Between tides is really the wildest place left in the world, the truest no-man’s-land, for while you may sail in all waters just beyond or loll in a hotel a few yards behind, you cannot remain where you are except anchored and in a diver’s suit. And whatever man erects there is sooner or later smashed into joyful chunks of cement by the storm waves. The delight of it is to feel yourself as I did at this moment, a third under water, a third buried in solid sand, and the rest of me bathed in and breathing the air. We sometimes feel a thrill at bestriding the border line of two states or countries. How tremendously more wonderful to snuggle close to the three states of matter, solid, liquid and gaseous, and then indeed to realize it and thrill to it with what seems a fourth state—the mental and spiritual.

The crunch of the sand grains, the lap of the water, the breath of air,—it makes the world very primitive and new. Without my flash I can detect no hint either of vegetable or animal kingdom—my little cosmos at the meeting place of the elements is wholly inorganic and mind. If only earth-fire were added, it would be complete, and here, a hundred feet from my cot, there would truly be an epitome of the primeval earth. I wonder however, whether it is all not more adumbrative of ages to come, when the last animal has fallen, the last leaf shrivelled, and only the inorganic and spirit remain, than of the infinite past.

My day-dreams or rather nocturnal meditations were leading me into hypnotic depths when, with a single bound, I deserted my most ancient medium, water. Momentarily I even left my more recently ancestral acquisition, earth, and entered the third which I had conquered only during the last eight years. Gravitation, faithful through all physical and mental vicissitudes, brought me down with a resounding thump. At first I was simply dazed. What had happened? From the infinite calm of abstract meditation I had been galvanized into the most violent paroxysm, and here I was sitting on the sand, unhurt, stupidly wide awake, with my heart trip-hammering.
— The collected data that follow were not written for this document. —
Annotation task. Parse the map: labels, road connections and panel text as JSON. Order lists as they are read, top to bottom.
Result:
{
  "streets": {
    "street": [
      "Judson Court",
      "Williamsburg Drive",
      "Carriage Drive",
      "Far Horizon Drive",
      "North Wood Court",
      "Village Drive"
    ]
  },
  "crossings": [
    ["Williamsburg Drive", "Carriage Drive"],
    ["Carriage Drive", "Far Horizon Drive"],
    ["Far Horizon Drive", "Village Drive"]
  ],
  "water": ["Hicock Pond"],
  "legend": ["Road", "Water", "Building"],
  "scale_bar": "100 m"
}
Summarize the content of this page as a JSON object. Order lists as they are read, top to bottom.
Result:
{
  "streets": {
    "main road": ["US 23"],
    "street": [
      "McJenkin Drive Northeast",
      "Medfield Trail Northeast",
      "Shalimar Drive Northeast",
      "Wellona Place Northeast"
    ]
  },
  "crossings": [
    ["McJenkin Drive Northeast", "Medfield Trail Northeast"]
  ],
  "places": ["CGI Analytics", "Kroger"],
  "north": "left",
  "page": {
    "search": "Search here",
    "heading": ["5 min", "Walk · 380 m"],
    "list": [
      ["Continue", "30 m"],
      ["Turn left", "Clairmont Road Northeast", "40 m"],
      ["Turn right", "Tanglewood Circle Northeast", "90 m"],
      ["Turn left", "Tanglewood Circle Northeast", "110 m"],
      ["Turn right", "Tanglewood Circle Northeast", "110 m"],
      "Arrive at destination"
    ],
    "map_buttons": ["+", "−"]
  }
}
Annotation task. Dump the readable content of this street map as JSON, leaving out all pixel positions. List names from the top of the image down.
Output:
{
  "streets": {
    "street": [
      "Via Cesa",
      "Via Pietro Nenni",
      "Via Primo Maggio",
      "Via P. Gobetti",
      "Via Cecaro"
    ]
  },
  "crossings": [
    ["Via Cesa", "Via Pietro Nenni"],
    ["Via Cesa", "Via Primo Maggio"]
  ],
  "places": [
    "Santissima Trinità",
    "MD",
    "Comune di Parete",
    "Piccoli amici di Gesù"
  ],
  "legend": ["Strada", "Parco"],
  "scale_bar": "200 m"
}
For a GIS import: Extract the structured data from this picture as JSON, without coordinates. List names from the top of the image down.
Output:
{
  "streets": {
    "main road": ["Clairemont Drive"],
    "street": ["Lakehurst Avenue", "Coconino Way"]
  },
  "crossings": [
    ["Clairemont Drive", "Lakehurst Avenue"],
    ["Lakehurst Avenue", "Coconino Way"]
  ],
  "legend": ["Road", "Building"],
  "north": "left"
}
Then all at once the physical me calmed down and the mental took charge, first in a thrill of excitement at realization of what had happened, then in joyous recognition that, as at a well-planned dramatic dénouement of a play, the miracle had happened. Nature, tired of being ignored, had entered my inorganic make-believe cosmos, completed it and split it apart with a vengeance. Instead of sending a firefly into my ken, she had been more subtle, and an electric eel had brushed against the sole of my foot, and discharged his diminutive broadside. The shock had been slight, but unprepared as I was and completely relaxed, it had seemed to my nerves like the discharge from a third rail. With my flash I caught a momentary glimpse of the lithe black chap, and I dabbled my hand in his direction, but he eeled away and became one with the dark water.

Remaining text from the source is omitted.